▶ [PROBLEM TO SOLVE]
Two lines in the data below mark the range: the one with "function stroke(path, color, width, dash)" and the one with "M771 1323 781 1329 783 1334H724Z". Return both, along with every line between them, exactly.

▶ [RECORDS FOR PROCESSING]
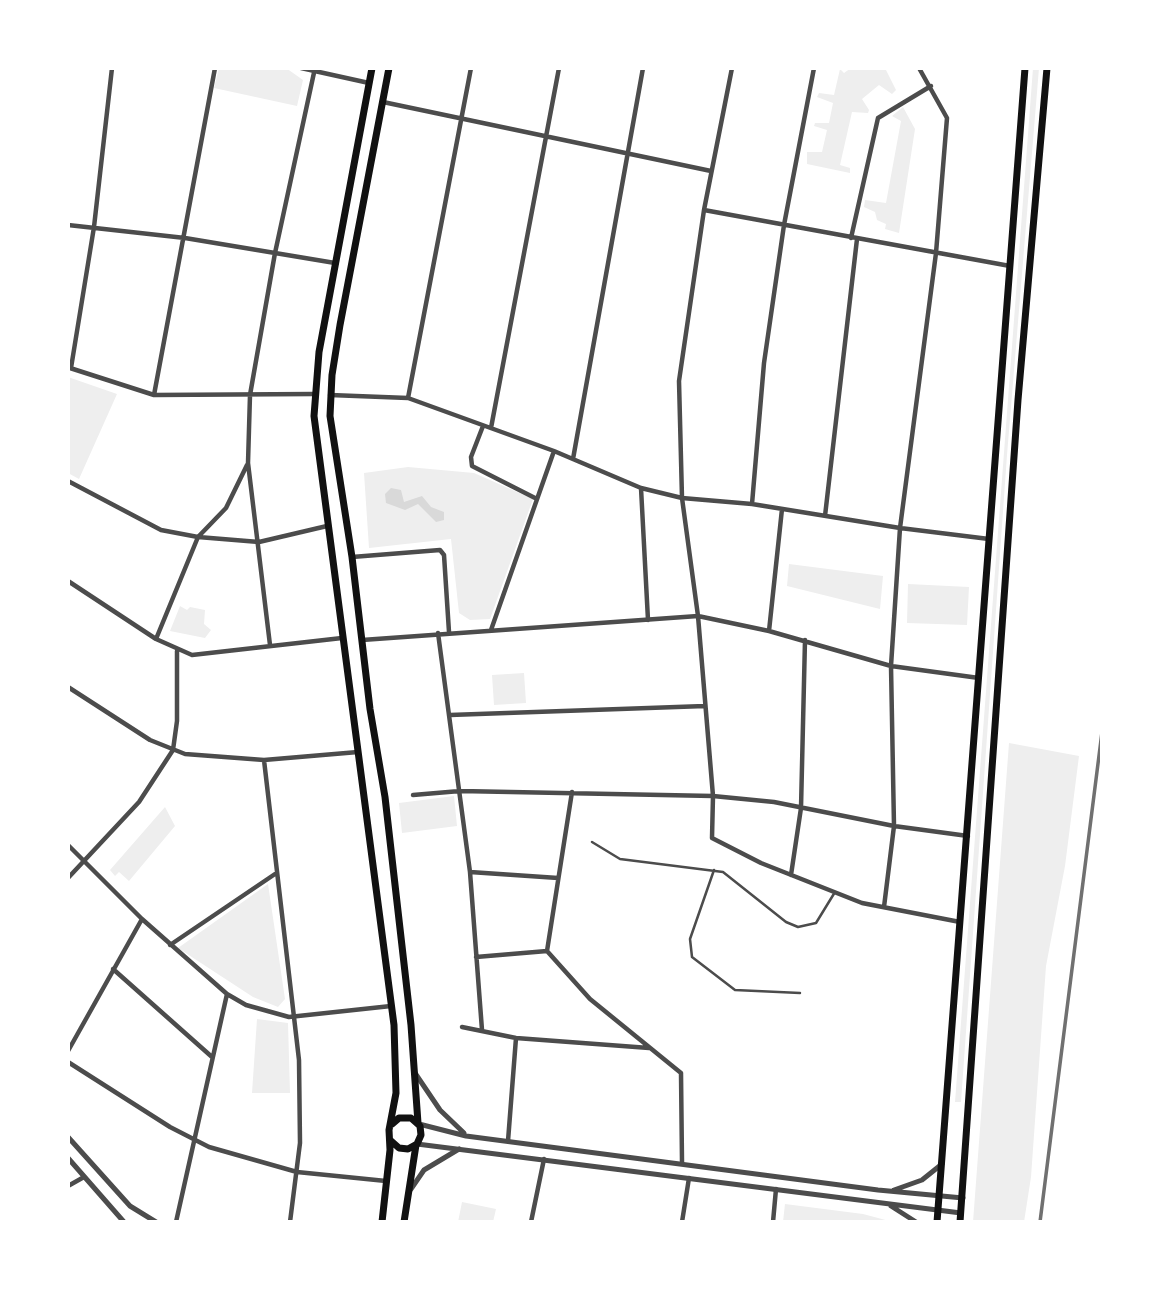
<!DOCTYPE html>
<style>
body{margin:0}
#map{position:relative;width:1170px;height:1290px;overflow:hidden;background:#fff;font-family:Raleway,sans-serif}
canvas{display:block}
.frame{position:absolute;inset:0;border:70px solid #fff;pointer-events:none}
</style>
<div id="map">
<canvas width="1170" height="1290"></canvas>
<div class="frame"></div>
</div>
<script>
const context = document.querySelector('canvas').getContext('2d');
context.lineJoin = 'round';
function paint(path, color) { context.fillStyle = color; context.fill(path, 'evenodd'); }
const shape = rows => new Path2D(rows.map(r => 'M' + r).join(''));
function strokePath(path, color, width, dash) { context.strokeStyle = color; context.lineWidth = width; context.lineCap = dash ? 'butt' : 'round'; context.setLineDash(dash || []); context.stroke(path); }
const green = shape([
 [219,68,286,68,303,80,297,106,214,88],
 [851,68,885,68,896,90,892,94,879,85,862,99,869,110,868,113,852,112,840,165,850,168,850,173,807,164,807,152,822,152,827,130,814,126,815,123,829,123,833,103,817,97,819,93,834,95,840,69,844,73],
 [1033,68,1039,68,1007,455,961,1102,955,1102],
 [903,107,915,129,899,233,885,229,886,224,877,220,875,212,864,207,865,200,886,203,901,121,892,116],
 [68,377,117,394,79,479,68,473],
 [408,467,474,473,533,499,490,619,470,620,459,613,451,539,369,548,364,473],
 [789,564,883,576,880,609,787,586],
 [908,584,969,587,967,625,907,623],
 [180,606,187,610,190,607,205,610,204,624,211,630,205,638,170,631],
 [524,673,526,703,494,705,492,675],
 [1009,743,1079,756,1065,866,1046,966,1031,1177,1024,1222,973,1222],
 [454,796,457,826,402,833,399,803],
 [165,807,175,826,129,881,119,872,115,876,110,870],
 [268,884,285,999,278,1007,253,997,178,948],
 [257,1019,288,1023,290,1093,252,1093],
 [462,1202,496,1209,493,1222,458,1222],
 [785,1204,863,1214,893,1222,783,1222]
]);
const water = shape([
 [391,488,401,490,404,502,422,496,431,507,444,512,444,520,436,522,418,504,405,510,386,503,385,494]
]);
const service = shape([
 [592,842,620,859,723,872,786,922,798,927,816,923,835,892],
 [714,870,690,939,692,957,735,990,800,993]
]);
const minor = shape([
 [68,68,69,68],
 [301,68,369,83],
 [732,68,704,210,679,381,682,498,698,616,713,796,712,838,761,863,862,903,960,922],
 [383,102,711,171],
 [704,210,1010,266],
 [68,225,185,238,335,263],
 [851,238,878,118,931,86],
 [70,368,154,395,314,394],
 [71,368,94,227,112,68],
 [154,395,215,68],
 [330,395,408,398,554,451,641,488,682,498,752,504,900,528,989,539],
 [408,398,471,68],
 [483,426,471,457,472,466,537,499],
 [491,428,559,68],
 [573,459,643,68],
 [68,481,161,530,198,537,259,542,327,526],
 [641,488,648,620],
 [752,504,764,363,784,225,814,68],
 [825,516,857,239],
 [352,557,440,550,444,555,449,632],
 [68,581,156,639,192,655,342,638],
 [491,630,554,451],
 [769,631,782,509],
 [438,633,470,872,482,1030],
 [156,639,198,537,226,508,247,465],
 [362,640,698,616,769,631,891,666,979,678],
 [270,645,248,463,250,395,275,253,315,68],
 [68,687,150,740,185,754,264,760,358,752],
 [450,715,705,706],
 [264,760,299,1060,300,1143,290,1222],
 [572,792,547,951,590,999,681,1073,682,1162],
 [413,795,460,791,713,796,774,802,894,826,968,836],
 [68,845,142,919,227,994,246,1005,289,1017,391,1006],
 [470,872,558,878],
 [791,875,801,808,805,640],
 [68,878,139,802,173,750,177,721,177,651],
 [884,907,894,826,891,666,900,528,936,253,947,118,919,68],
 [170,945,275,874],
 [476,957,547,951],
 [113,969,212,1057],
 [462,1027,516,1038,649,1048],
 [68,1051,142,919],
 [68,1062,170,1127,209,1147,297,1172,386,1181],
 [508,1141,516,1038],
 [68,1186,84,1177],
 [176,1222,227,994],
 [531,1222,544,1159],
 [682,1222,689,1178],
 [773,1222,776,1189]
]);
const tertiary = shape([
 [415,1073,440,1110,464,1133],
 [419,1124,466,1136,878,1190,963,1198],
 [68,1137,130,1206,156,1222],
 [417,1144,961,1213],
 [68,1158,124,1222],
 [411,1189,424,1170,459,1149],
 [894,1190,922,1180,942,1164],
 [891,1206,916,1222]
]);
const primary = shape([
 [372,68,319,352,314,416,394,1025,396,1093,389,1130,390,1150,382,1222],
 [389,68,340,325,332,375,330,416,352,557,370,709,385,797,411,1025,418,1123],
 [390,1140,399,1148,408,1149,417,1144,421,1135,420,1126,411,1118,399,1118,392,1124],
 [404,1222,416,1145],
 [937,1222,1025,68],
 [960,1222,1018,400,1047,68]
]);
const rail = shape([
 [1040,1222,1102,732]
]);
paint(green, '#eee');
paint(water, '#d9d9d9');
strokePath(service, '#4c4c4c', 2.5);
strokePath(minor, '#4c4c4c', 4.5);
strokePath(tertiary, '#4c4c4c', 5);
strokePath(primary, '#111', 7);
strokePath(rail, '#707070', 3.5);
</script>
--
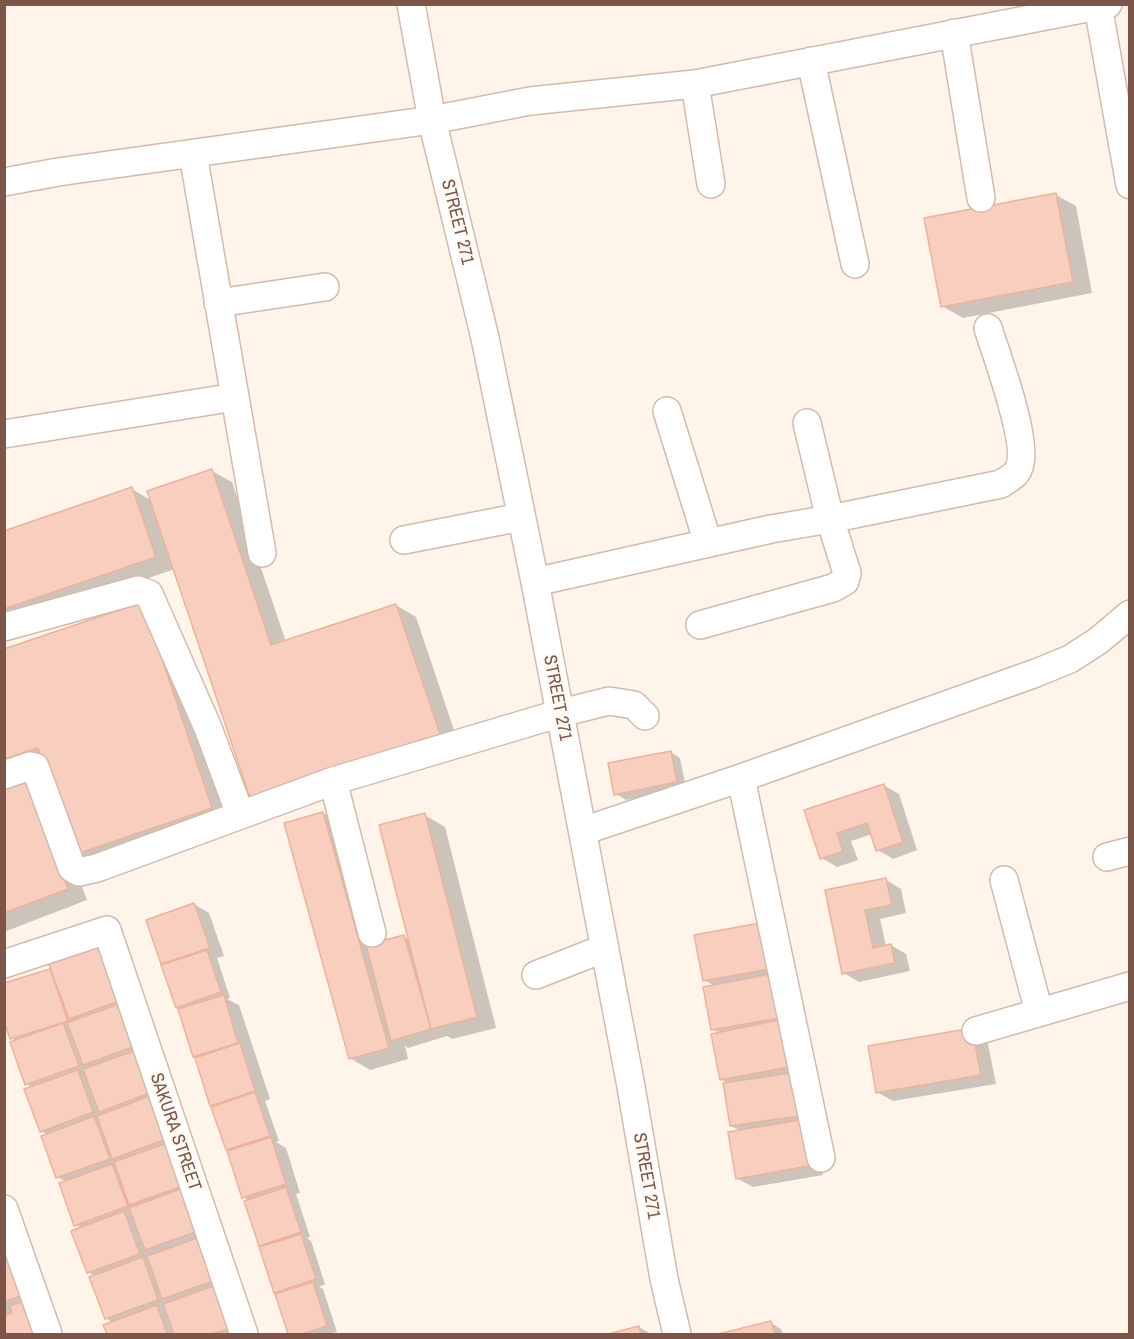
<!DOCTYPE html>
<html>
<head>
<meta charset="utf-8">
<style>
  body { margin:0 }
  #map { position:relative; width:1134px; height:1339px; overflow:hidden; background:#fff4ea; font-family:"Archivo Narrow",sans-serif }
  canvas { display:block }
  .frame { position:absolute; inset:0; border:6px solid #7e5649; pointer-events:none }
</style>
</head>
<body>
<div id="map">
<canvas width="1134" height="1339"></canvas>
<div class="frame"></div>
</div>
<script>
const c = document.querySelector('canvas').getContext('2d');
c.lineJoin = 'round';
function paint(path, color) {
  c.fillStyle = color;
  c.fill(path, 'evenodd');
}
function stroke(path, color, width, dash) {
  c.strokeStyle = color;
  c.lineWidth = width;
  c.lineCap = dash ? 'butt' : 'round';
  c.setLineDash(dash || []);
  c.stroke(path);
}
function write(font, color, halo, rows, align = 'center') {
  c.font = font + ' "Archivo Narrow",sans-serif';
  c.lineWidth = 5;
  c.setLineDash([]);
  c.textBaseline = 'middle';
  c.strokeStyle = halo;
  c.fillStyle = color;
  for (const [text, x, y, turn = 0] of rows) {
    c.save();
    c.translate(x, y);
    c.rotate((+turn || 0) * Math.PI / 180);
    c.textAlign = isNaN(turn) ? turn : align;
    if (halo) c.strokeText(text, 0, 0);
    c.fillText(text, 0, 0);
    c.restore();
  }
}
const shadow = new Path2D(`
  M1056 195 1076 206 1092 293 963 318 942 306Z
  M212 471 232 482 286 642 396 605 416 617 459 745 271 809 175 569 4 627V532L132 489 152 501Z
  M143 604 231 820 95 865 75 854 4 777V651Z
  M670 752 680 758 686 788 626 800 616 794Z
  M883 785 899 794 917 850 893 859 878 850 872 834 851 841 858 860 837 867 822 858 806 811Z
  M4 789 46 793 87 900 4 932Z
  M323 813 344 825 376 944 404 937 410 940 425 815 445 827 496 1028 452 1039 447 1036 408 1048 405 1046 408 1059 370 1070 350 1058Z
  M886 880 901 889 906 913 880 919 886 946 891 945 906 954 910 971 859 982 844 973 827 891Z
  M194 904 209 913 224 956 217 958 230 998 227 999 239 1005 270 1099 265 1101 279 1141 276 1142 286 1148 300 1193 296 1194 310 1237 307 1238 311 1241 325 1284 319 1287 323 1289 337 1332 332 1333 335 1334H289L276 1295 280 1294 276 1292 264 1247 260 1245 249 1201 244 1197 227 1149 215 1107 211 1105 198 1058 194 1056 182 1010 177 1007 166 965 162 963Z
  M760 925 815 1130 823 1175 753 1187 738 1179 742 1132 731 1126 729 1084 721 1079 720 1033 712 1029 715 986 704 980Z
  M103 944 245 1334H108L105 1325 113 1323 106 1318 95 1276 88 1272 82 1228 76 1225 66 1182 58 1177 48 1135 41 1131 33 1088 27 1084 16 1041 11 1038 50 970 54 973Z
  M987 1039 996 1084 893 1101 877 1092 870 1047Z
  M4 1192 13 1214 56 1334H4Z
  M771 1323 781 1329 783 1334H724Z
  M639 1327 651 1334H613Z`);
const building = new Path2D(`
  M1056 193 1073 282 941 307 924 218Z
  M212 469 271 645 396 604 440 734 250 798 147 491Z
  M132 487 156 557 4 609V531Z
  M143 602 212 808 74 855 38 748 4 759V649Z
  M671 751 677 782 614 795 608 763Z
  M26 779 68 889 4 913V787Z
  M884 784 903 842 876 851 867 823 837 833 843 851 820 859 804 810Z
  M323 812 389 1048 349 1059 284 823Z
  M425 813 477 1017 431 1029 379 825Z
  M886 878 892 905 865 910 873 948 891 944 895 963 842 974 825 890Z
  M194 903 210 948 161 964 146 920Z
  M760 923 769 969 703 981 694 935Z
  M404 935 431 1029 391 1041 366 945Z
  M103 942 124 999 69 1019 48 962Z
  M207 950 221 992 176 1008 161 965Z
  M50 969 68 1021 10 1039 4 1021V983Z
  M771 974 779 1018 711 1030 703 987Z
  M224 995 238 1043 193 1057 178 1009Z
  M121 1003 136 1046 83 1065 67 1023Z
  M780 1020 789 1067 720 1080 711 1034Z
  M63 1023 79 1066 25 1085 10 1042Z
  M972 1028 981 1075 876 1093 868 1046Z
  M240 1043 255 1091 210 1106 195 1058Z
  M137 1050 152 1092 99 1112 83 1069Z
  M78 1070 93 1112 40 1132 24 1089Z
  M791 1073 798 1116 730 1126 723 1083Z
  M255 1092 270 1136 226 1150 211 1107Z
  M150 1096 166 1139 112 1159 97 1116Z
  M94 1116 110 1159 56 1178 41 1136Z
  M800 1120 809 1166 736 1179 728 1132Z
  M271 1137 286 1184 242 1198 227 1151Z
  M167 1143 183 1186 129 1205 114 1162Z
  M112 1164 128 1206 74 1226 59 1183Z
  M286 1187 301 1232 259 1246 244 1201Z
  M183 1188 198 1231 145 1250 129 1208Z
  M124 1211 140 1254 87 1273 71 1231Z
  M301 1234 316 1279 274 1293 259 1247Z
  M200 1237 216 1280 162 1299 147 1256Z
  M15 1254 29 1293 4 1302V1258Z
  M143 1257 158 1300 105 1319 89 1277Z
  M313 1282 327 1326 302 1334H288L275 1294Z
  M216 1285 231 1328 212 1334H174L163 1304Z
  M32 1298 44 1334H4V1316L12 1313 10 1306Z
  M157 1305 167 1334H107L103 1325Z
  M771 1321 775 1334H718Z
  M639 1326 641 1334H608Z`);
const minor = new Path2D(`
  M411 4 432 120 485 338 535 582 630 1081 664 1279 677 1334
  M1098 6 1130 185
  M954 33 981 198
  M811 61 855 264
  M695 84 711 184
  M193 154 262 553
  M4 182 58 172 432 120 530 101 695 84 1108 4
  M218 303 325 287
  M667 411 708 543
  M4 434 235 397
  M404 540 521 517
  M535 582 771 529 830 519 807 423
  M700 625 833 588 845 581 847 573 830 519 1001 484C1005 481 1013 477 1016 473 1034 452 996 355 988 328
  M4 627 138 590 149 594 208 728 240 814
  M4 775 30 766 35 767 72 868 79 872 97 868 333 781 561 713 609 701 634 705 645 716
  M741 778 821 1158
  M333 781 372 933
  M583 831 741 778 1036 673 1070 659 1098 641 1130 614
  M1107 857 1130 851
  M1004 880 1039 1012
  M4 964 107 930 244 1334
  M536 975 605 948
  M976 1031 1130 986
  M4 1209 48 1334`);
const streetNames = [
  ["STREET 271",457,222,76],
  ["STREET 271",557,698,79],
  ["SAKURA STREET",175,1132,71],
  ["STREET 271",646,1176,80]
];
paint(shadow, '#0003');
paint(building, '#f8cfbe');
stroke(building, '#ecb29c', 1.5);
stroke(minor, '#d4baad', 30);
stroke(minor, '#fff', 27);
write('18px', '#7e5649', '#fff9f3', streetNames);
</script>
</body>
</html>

▶ [RESPONSE BOX]
function stroke(path, color, width, dash) {
  c.strokeStyle = color;
  c.lineWidth = width;
  c.lineCap = dash ? 'butt' : 'round';
  c.setLineDash(dash || []);
  c.stroke(path);
}
function write(font, color, halo, rows, align = 'center') {
  c.font = font + ' "Archivo Narrow",sans-serif';
  c.lineWidth = 5;
  c.setLineDash([]);
  c.textBaseline = 'middle';
  c.strokeStyle = halo;
  c.fillStyle = color;
  for (const [text, x, y, turn = 0] of rows) {
    c.save();
    c.translate(x, y);
    c.rotate((+turn || 0) * Math.PI / 180);
    c.textAlign = isNaN(turn) ? turn : align;
    if (halo) c.strokeText(text, 0, 0);
    c.fillText(text, 0, 0);
    c.restore();
  }
}
const shadow = new Path2D(`
  M1056 195 1076 206 1092 293 963 318 942 306Z
  M212 471 232 482 286 642 396 605 416 617 459 745 271 809 175 569 4 627V532L132 489 152 501Z
  M143 604 231 820 95 865 75 854 4 777V651Z
  M670 752 680 758 686 788 626 800 616 794Z
  M883 785 899 794 917 850 893 859 878 850 872 834 851 841 858 860 837 867 822 858 806 811Z
  M4 789 46 793 87 900 4 932Z
  M323 813 344 825 376 944 404 937 410 940 425 815 445 827 496 1028 452 1039 447 1036 408 1048 405 1046 408 1059 370 1070 350 1058Z
  M886 880 901 889 906 913 880 919 886 946 891 945 906 954 910 971 859 982 844 973 827 891Z
  M194 904 209 913 224 956 217 958 230 998 227 999 239 1005 270 1099 265 1101 279 1141 276 1142 286 1148 300 1193 296 1194 310 1237 307 1238 311 1241 325 1284 319 1287 323 1289 337 1332 332 1333 335 1334H289L276 1295 280 1294 276 1292 264 1247 260 1245 249 1201 244 1197 227 1149 215 1107 211 1105 198 1058 194 1056 182 1010 177 1007 166 965 162 963Z
  M760 925 815 1130 823 1175 753 1187 738 1179 742 1132 731 1126 729 1084 721 1079 720 1033 712 1029 715 986 704 980Z
  M103 944 245 1334H108L105 1325 113 1323 106 1318 95 1276 88 1272 82 1228 76 1225 66 1182 58 1177 48 1135 41 1131 33 1088 27 1084 16 1041 11 1038 50 970 54 973Z
  M987 1039 996 1084 893 1101 877 1092 870 1047Z
  M4 1192 13 1214 56 1334H4Z
  M771 1323 781 1329 783 1334H724Z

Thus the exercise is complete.